To do> Here are some records; copy every line that holds the word "margin".

____________________

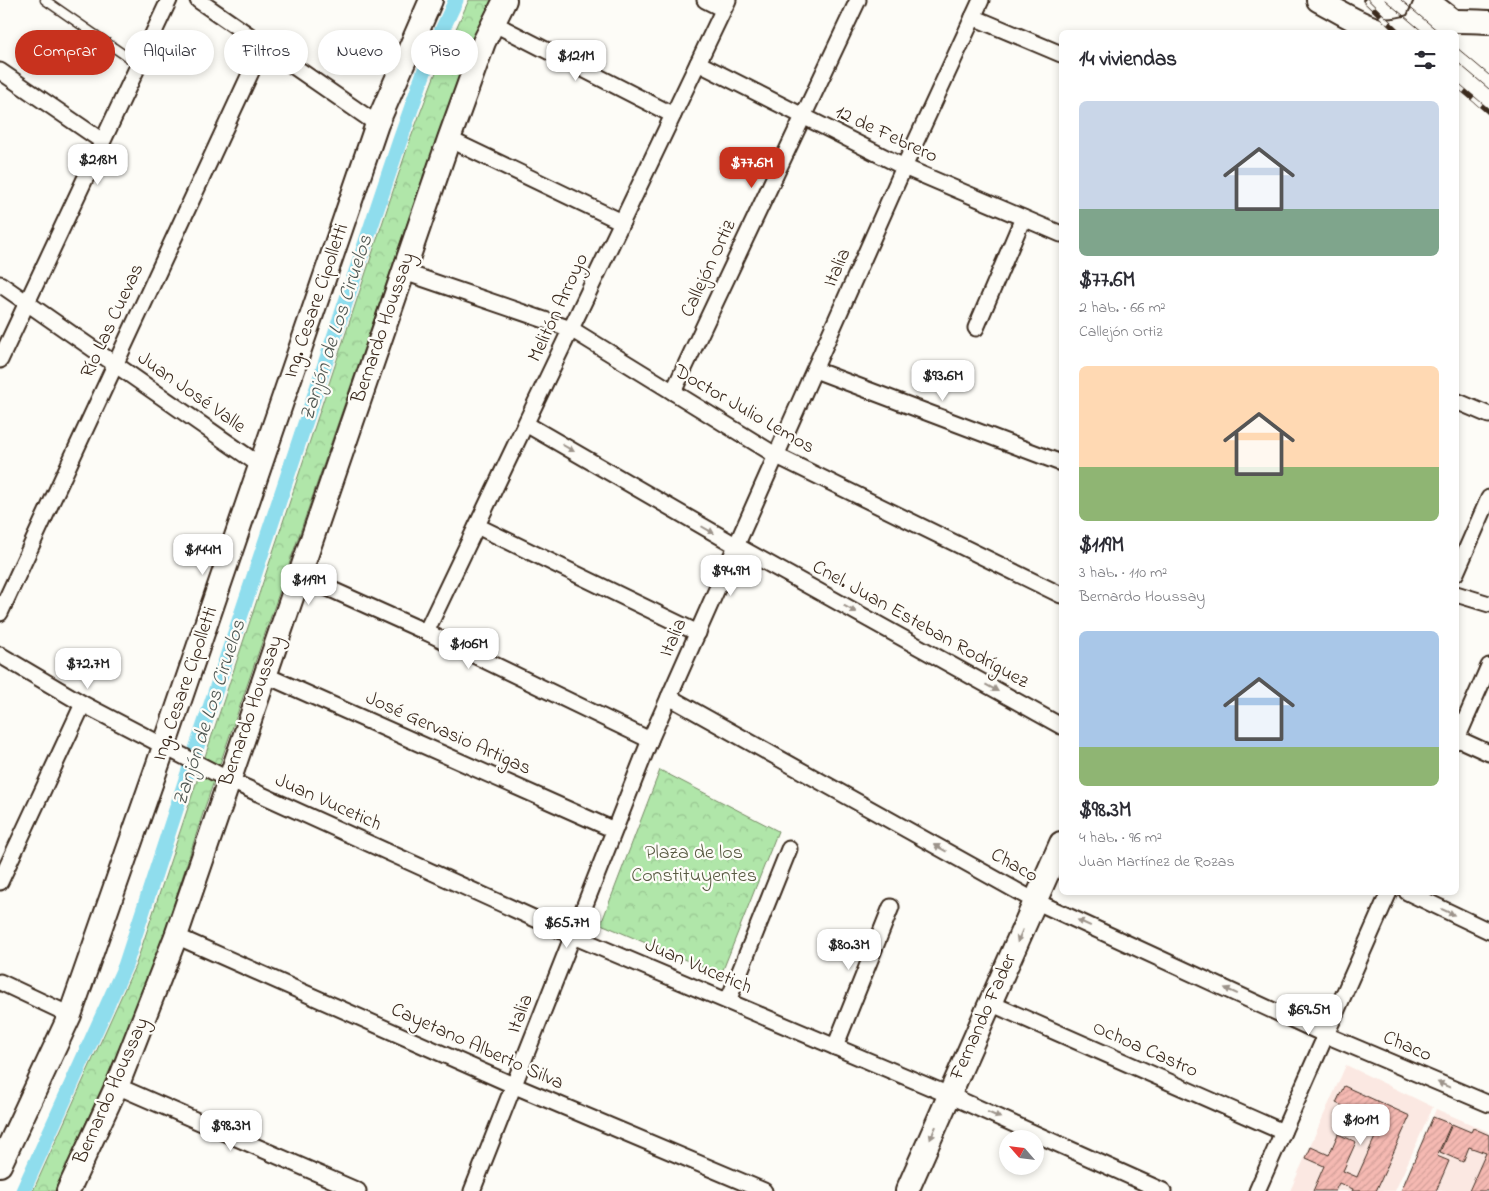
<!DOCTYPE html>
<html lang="es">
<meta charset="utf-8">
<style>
:root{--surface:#fff;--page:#f7f7f7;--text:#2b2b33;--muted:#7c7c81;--accent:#c8321e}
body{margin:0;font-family:"Indie Flower",sans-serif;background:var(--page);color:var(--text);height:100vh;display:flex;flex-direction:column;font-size:19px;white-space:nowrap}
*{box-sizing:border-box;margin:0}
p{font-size:16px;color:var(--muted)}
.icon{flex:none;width:28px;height:28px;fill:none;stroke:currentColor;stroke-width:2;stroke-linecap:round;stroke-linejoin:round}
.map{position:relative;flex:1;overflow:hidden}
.panel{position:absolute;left:1059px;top:30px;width:400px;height:865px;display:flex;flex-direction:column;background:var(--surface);border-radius:8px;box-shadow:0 2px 8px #0003}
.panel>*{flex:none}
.hud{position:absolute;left:15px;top:30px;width:475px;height:45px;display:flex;gap:10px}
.needle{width:32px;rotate:298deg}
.controls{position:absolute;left:999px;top:1130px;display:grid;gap:10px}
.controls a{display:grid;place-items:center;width:45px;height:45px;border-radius:50%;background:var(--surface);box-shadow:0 2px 8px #0003;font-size:25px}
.price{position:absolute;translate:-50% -42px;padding:0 11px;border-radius:10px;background:#fff;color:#222;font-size:16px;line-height:32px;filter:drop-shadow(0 1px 2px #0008)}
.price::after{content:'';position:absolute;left:50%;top:30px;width:15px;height:11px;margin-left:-8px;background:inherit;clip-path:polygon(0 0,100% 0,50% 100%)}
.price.active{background:var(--accent);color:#fff}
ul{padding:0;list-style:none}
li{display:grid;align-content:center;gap:10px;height:265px;padding:0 20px}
li span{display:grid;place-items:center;height:155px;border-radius:8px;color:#555}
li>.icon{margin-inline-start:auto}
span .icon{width:90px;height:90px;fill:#fffc;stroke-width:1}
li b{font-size:21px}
h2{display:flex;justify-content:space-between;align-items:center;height:60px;padding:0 20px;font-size:21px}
.tag{padding:0 18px;border-radius:22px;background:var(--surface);box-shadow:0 2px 8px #0003;font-size:18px;line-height:45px}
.tag.active{background:var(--accent);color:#fff}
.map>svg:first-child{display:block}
.built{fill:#fbe8e2}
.park{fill:url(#park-crowns);stroke:#768864}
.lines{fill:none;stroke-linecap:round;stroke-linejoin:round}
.canal{stroke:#8fdded;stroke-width:15}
.building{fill:url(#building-hatch);stroke:#3b2a1e}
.lane-casing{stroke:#3b2a1e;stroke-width:11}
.street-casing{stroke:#3b2a1e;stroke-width:19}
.secondary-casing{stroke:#3b2a1e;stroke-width:26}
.lane{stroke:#fdfcf7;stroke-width:8}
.street{stroke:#fdfcf7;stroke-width:15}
.secondary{stroke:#fdfcf7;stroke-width:22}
.tram{stroke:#3b2a1e;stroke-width:1}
.rail-casing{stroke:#3b2a1e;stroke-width:5.5}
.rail{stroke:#fdfcf7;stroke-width:4;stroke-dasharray:11;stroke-linecap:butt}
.oneway{fill:#9c938a}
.labels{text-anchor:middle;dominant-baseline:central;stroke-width:4.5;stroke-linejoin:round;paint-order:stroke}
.street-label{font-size:20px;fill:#3b2a1e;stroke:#fdfcf7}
.park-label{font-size:20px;fill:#585941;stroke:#fdfcf7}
.water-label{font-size:21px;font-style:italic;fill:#505752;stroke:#fdfcf7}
</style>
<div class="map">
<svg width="1489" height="1191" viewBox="0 0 1489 1191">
<defs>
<pattern id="park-crowns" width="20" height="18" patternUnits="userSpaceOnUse" patternTransform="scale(1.25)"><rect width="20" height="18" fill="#b0e6a9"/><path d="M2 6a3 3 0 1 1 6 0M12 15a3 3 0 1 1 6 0" fill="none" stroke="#98c591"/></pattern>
<pattern id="building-hatch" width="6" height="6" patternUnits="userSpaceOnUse" patternTransform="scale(1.25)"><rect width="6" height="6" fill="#f5b9b2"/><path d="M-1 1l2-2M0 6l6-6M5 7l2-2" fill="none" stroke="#d39f99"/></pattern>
</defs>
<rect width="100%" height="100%" fill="#fdfcf7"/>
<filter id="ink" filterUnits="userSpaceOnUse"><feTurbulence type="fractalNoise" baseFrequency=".02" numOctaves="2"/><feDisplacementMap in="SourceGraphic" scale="10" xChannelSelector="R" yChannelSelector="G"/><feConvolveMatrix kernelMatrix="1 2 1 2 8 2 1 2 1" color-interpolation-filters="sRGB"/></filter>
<g filter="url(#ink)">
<!-- built -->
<g class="built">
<polygon points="1346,1065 1433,1107 1395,1191 1290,1191"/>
<polygon points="1436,1109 1489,1132 1489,1191 1401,1191"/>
</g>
<!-- park -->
<g class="park">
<polygon points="469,0 494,0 477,33 436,140 205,807 147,988 55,1191 33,1191 136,964 410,140 434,77"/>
<polygon points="660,770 778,831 721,975 601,924"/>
</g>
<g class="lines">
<!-- canal -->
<polyline class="canal" points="23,1191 125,966 187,776 399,143 429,58 456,0"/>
</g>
<!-- building -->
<g class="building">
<polygon points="1344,1086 1410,1116 1376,1191 1352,1191 1353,1189 1339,1183 1335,1191 1313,1191 1324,1166 1306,1158 1311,1147 1329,1155 1338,1134 1356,1142 1343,1171 1357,1177 1381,1124 1336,1103"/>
<polygon points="1433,1117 1451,1124 1437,1156 1449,1161 1436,1191 1401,1191"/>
<polygon points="1452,1124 1471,1132 1473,1128 1489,1135 1489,1191 1469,1191 1486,1153 1469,1147 1463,1162 1440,1152"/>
</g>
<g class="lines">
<!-- lane casing -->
<g class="lane-casing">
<polyline id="lane" points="45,0 139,65"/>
</g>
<!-- street casing -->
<g class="street-casing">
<g id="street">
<polyline points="198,0 377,124"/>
<polyline points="705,0 723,9"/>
<polyline points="1432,0 1458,20"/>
<polyline points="973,17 1061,54"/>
<polyline points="493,23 673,115"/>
<polyline points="698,63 904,167 1061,234"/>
<polyline points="0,71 102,141"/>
<polyline points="449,139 622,222"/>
<polyline points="404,272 571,329 777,456 1061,595"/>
<polyline points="0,284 261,466"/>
<polyline points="976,328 1023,218"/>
<polyline points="0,360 169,0"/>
<polyline points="815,370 1061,463"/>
<polyline points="673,392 858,0"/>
<polyline points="1456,401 1489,415"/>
<polyline points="526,424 737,546 1061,726"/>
<polyline points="477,526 698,633"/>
<polyline points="1456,573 1489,498"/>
<polyline points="299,575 426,632 650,740"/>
<polyline points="1456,594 1489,604"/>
<polyline points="0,613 263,46"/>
<polyline points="426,632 728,0"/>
<polyline points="0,655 83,704 229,780 573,936 949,1095 1163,1191"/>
<polyline points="265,675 614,830"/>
<polyline points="669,697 1035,901 1326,1035 1489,1104"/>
<polyline points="1456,738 1489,753"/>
<polyline points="1456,741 1489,666"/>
<polyline points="0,882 83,704"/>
<polyline points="1407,892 1489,931"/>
<polyline points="176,936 515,1086 764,1191"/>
<polyline points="0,982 70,1015"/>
<polyline points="728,1001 789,849"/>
<polyline points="990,1003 1283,1132"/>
<polyline points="835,1047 891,907"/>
<polyline points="117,1086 358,1191"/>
<polyline points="472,1191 650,740 904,167 981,0"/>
<polyline points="1257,1191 1389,892"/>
</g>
</g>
<!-- secondary casing -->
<g class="secondary-casing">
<g id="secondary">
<path d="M 1318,0 C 1335,9 1363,27 1381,30 C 1398,33 1414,24 1431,22 C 1450,20 1469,21 1489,22"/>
<polyline points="1413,32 1427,0"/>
<polyline points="0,1165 70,1015 164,747 377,124 431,0"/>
<polyline points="68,1191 120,1079 176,936 449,139 484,42 505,0"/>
<polyline points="907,1191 1061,843"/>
</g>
</g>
<!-- lane -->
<use href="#lane" class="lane"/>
<!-- street -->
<use href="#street" class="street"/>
<!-- secondary -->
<use href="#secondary" class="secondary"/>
<!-- tram -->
<g class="tram">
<polyline points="1385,0 1423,32"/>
<polyline points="1401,0 1439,32"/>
<polyline points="1456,47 1489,75"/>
<polyline points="1456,61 1489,89"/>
</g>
<!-- rail casing -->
<g class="rail-casing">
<g id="rail">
<polyline points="1365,0 1398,32"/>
<polyline points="1456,84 1489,112"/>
</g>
</g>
<!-- rail -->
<use href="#rail" class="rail"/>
</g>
<!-- one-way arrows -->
<defs><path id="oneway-solid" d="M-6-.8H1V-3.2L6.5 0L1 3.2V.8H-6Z" transform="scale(1.25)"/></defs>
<g class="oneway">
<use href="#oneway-solid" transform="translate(568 448) rotate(30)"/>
<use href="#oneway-solid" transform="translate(708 530) rotate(30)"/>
<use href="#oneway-solid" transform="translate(850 609) rotate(29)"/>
<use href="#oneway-solid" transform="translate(992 688) rotate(29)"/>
<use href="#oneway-solid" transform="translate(940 848) rotate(-151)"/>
<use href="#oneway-solid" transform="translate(1448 912) rotate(25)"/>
<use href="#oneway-solid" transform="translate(1084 923) rotate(-155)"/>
<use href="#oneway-solid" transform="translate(1020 936) rotate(113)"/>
<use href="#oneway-solid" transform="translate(1231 991) rotate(-155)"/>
<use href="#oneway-solid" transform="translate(1444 1085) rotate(-157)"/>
<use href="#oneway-solid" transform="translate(994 1115) rotate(24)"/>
<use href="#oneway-solid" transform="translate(933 1133) rotate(114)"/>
</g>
</g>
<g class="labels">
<!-- street labels -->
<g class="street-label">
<text transform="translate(886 135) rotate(25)">12 de Febrero</text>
<text transform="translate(838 268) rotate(-66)">Italia</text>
<text transform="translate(709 269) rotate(-65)">Callejón Ortiz</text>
<text transform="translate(317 301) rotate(-71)">Ing. Cesare Cipolletti</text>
<text transform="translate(559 308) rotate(-65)">Melitón Arroyo</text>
<text transform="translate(113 321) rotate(-65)">Río Las Cuevas</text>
<text transform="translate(384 328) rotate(-71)">Bernardo Houssay</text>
<text transform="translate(191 393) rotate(35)">Juan José Valle</text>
<text transform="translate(744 410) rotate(30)">Doctor Julio Lemos</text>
<text transform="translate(920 625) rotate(29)">Cnel. Juan Esteban Rodríguez</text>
<text transform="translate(674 638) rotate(-66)">Italia</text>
<text transform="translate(186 684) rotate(-71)">Ing. Cesare Cipolletti</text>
<text transform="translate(252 711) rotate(-71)">Bernardo Houssay</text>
<text transform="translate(448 734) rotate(24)">José Gervasio Artigas</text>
<text transform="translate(328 803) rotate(24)">Juan Vucetich</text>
<text transform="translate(1014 866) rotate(29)">Chaco</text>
<text transform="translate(698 967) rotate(23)">Juan Vucetich</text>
<text transform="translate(521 1014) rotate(-69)">Italia</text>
<text transform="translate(984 1017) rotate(-66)">Fernando Fader</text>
<text transform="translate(477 1047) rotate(24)">Cayetano Alberto Silva</text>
<text transform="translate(1407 1047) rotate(23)">Chaco</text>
<text transform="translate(1145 1050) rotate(24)">Ochoa Castro</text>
<text transform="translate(112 1091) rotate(-66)">Bernardo Houssay</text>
</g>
<!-- park labels -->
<g class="park-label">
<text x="694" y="853">Plaza de los<tspan x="694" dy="23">Constituyentes</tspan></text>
</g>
<!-- water labels -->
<g class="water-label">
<text transform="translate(337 328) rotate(-72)">Zanjón de Los Ciruelos</text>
<text transform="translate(210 713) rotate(-72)">Zanjón de Los Ciruelos</text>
</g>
</g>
</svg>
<div class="controls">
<a><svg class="needle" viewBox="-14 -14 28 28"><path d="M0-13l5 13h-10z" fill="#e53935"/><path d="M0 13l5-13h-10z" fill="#7c7c81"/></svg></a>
</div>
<b class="price" style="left:576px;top:82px">$121M</b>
<b class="price" style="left:98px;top:186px">$218M</b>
<b class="price active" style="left:752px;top:189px">$77.6M</b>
<b class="price" style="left:943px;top:402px">$93.6M</b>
<b class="price" style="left:203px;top:576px">$144M</b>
<b class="price" style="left:731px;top:597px">$94.9M</b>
<b class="price" style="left:309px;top:606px">$119M</b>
<b class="price" style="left:469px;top:670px">$106M</b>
<b class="price" style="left:88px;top:690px">$72.7M</b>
<b class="price" style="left:567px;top:949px">$65.7M</b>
<b class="price" style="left:849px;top:971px">$80.3M</b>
<b class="price" style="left:1309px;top:1036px">$69.5M</b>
<b class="price" style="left:1361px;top:1146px">$101M</b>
<b class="price" style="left:231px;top:1152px">$98.3M</b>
<div class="hud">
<a class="tag active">Comprar</a>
<a class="tag">Alquilar</a>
<a class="tag">Filtros</a>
<a class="tag">Nuevo</a>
<a class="tag">Piso</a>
</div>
<section class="panel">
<h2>14 viviendas<svg class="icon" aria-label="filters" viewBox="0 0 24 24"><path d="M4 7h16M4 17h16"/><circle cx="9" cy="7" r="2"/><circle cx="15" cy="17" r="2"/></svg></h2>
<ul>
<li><span style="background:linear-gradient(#c9d6e8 70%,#7fa58c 0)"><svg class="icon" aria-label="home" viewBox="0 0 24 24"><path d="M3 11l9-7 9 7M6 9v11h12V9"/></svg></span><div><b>$77.6M</b><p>2 hab. · 66 m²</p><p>Callejón Ortiz</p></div></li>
<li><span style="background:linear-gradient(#ffd9b3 65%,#8fb573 0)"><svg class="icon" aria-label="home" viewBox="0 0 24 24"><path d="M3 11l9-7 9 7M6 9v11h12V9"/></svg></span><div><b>$119M</b><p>3 hab. · 110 m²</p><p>Bernardo Houssay</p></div></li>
<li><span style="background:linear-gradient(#a9c7e8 75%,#8fb573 0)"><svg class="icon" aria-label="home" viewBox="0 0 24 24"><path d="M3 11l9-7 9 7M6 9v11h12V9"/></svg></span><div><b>$98.3M</b><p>4 hab. · 96 m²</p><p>Juan Martínez de Rozas</p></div></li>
</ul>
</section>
</div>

____________________

Answer to this task>
body{margin:0;font-family:"Indie Flower",sans-serif;background:var(--page);color:var(--text);height:100vh;display:flex;flex-direction:column;font-size:19px;white-space:nowrap}
*{box-sizing:border-box;margin:0}
.price::after{content:'';position:absolute;left:50%;top:30px;width:15px;height:11px;margin-left:-8px;background:inherit;clip-path:polygon(0 0,100% 0,50% 100%)}
li>.icon{margin-inline-start:auto}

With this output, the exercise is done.